It’s impossible to be a serious blogger if you’re not passionate about your subject: there’s usually little or no remuneration, it’s remarkably hard to keep posting day after day, week after week, month after month and should your blog be one of the few that actually catches on and establishes a solid readership, you constantly run the risk of inciting reader backlash.
Contemporary art blogger Andrea Carson, left, is nothing if not passionate about her subject. Carson’s blog, View on Canadian Art (VoCA for short), has become required reading for Toronto art world denizens, for better and sometimes for worse.
“I don’t claim to be up on all my critical reading or even to know what I’m talking about more than half the time,” says the self-deprecating Carson, “but I still believe in the power and the importance of art. I think one reason people read my blog is because I’m not afraid to say when I think something is crap. Someone has to stand up for great art and the trend these days is to just accept everything. I find in Toronto there’s a lot of everyone patting everyone else on the back, the critics saying everything is great, maybe giving a bit of perspective but I’m sorry, not everything is great.”
Carson does a feature on VoCA called Loved & Loathed. She “loathes” things much less frequently than she loves them because she contends “it’s hard to find things to loathe in Toronto, so much stuff is middle of the road. I only want to blog about things that are great or things that are horrible. Why would I blog about things that don’t matter?”
Carson started a fire last year when she dissed a Power Plant show by young American artist Ryan Trecartin. The storm of comments, some supportive, some viciously negative, took Carson by surprise. In fact, the vehemence was strong enough to make her question whether VoCA was really worth the trouble.
“I tend to be quite a sensitive person and it took me awhile to get over it,” she remembers. “I wondered, who are these people and do they really hate me? I realized there’s a lot of angry people out there and a lot of angry artists, artists who feel bitter because they haven’t made it.”

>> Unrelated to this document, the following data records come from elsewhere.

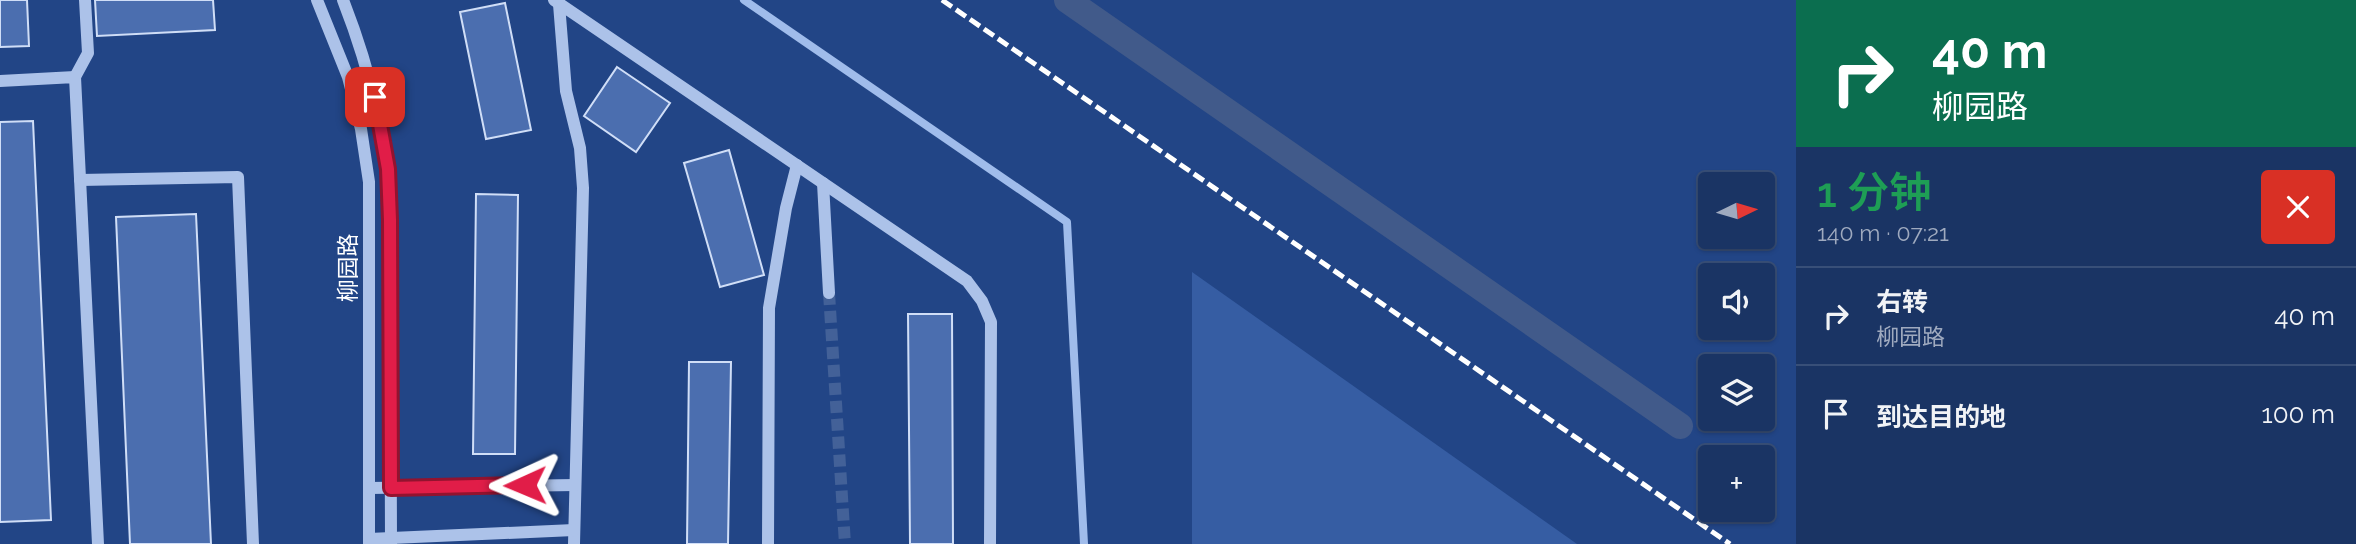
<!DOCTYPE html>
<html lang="zh">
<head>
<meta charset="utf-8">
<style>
  :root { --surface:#1a3464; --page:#273f6d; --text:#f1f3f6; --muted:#9faabf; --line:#384f78 }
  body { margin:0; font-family:Raleway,"Noto Sans SC",sans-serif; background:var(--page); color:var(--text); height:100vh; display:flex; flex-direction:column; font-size:26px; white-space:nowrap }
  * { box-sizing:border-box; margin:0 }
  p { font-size:23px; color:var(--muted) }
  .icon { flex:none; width:38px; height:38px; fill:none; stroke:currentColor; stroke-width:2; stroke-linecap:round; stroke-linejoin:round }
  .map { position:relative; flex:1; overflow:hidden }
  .drawer { display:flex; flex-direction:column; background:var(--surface); width:560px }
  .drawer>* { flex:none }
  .banner { background:#0b6e4f; color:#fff; overflow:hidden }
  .needle { width:46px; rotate:85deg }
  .controls { position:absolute; left:1698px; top:172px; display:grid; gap:14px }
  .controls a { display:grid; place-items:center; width:77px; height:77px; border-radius:7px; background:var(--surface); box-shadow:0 2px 5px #0004,0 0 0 2px var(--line); font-size:35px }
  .pin { position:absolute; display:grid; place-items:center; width:60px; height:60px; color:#fff; margin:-30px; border-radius:14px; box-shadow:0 4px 10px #0006 }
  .me { position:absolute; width:77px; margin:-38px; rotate:269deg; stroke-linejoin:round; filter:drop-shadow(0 0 5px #0008) }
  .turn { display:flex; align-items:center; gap:24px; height:147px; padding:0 21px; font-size:32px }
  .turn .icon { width:91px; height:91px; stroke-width:2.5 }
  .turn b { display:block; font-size:49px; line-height:60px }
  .round { display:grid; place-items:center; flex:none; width:74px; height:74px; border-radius:7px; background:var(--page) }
  .overview { display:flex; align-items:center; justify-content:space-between; height:119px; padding:0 21px }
  h1 { font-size:42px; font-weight:600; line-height:52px; color:#1e9e55 }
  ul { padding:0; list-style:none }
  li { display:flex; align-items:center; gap:21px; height:98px; padding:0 21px; border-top:2px solid var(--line) }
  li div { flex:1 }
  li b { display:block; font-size:26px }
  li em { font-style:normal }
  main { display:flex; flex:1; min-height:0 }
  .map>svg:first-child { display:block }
  .green { fill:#365da3 }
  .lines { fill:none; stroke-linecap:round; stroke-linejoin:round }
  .stream { stroke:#a0bceb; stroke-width:8 }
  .canal { stroke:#415a8a; stroke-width:26 }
  .building { fill:#4b6eaf; stroke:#d0def7; stroke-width:2 }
  .minor-tunnel { stroke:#436198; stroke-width:12; stroke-dasharray:12 6; stroke-linecap:butt }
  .minor { stroke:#acc2e9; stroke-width:12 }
  .rail { stroke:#fff; stroke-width:5; stroke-dasharray:12 5; stroke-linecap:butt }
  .route-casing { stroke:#92132f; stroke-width:18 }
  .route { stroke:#e11d48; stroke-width:12 }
  .labels { text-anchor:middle; stroke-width:7; stroke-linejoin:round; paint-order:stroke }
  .street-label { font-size:23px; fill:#fff; stroke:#224586 }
</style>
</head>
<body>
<main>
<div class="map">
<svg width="1796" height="544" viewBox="0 0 1796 544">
  <rect width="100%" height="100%" fill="#224586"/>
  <path class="green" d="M1192,272L1577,544H1192Z"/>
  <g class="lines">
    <path class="stream" d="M744,0L1067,222L1084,544"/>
    <path class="canal" d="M1067,0L1680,426"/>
  </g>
  <g class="building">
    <path d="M0,0H27L29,46L0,47Z"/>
    <path d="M95,0H213L215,30L97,36Z"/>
    <path d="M505,3L531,130L486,139L460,12Z"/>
    <path d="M617,67L670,103L636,152L584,116Z"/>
    <path d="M33,121L51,520L0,522V122Z"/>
    <path d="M729,150L764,275L720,287L684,163Z"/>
    <path d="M476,194L518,195L515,454H473Z"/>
    <path d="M196,214L211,544H130L116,217Z"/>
    <path d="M908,314H952L953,544H910Z"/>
    <path d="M689,362H731L728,544H687Z"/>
  </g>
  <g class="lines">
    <path class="minor-tunnel" d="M829,293L845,544"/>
    <g class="minor">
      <path d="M317,0L348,77L361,129L369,182V544"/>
      <path d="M343,0C372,74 387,141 390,220L391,544"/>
      <path d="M554,0L967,281L982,301L991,322L990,544"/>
      <path d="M559,4L566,91L580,148L583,188L574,544"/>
      <path d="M75,77L88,53L85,0"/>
      <path d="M0,81L75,77L98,544"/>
      <path d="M80,180L238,177L253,544"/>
      <path d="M823,183L829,293"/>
      <path d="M369,488L575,485"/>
      <path d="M369,539L574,530"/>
      <path d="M768,544L769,308L786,208L797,165"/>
    </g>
    <path class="rail" d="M942,0L1730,544"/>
  </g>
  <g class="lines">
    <g class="route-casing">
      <path id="route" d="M375,97L388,169L390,220L391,488L525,485"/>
    </g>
    <use href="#route" class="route"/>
  </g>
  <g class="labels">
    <g class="street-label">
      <text transform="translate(348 268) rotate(-90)" y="8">柳园路</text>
    </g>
  </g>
</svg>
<div class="controls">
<a><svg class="needle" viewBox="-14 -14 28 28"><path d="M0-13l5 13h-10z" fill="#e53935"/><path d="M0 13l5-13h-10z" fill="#9faabf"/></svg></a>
<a><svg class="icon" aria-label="sound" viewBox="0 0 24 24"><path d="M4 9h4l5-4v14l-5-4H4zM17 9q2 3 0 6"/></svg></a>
<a><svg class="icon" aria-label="layers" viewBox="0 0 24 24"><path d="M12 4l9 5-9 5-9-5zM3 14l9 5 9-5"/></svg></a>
<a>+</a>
</div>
<div class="pin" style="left:375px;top:97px;background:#d93025"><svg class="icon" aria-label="arrive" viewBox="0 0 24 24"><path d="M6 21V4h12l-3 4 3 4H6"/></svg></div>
<svg class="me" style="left:525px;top:485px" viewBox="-20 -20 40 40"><path d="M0-17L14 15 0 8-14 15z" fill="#e11d48" stroke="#fff" stroke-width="4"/></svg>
</div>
<section class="drawer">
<div class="banner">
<div class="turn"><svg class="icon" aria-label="right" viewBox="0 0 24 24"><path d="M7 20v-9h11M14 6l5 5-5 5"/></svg><div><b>40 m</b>柳园路</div></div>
</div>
<div class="overview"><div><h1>1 分钟</h1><p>140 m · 07:21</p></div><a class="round" style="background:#d93025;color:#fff"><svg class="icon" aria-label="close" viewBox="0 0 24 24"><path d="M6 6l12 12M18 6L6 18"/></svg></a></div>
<ul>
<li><svg class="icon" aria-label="right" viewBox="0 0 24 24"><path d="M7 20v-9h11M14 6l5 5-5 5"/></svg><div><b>右转</b><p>柳园路</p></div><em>40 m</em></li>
<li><svg class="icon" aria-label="arrive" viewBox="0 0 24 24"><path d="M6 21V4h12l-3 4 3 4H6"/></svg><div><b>到达目的地</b></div><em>100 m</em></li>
</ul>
</section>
</main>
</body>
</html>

“The other thing I realized is that there’s a lot of artists who are over-intellectualized. People belittled me because I didn’t understand where Trecartin was coming from. Well, you know what? Saw it, hated it, end of story.”
At Live With Culture I get my share of over-intellectualized, art-speak press releases so I especially appreciate Carson’s plain-spoken style. “I’ve always been anti-jargon,” she says, “all through my art history degree, all through my art criticism degree. I’m very simple, very clear. I’ve known from the beginning that that approach doesn’t make you less smart than the next guy it just makes you a better writer.”
Carson’s reputation didn’t faze Scott-Douglas in the least. He and the blogger had what seemed to me to be a rather deep discussion about the seriousness or lack thereof in contemporary art, about “bad art” and “willful idiocy” and about the power of the internet to bolster an artist’s career.
By the time 2010 winds down Scott-Douglas will have been involved in 15 shows, some as far away as London, Los Angeles and Baltimore. “Ambition is on speed in the art world these days,” observes Carson. “Fifteen shows in a year and he’s 22. What’s he going to do when he’s 42? Okay, not all those shows are going to be top shows but one of them was at the best young gallery in Toronto (Clint Roenisch); he has serious collectors buying his work, Hugh is going places.”
Scott-Douglas notes that he “finds a way to get everything I do on the internet. I make sure there’s tags so people can find it, I circulate it, get people to blog it. This is how people find out about your work. I use Facebook as a tool; I’ve gotten work through Facebook, I’ve sold work through Facebook. It’s a valuable tool for me as an artist.”
No wonder blogs like Carson’s (see a list of her top five contemporary art links below) are popular with art world insiders. VoCA has helped extend the international reach of homegrown up-and-comers like Scott-Douglas and Roenisch and even helped Carson herself.
“I’m very interested in the concept of personal brand,” says the blogger, “and VoCA has made my personal brand. In the Toronto art world pretty much everyone knows VoCA; teachers at OCAD talk about it, they bring me in for student critiques, I know so many people now. I’ve come to the conclusion that if I keep blogging and don’t over-think it, the rest of the world will come around and something will happen to VoCA. At the end of the day I think blogging is important and I won’t give it up now.”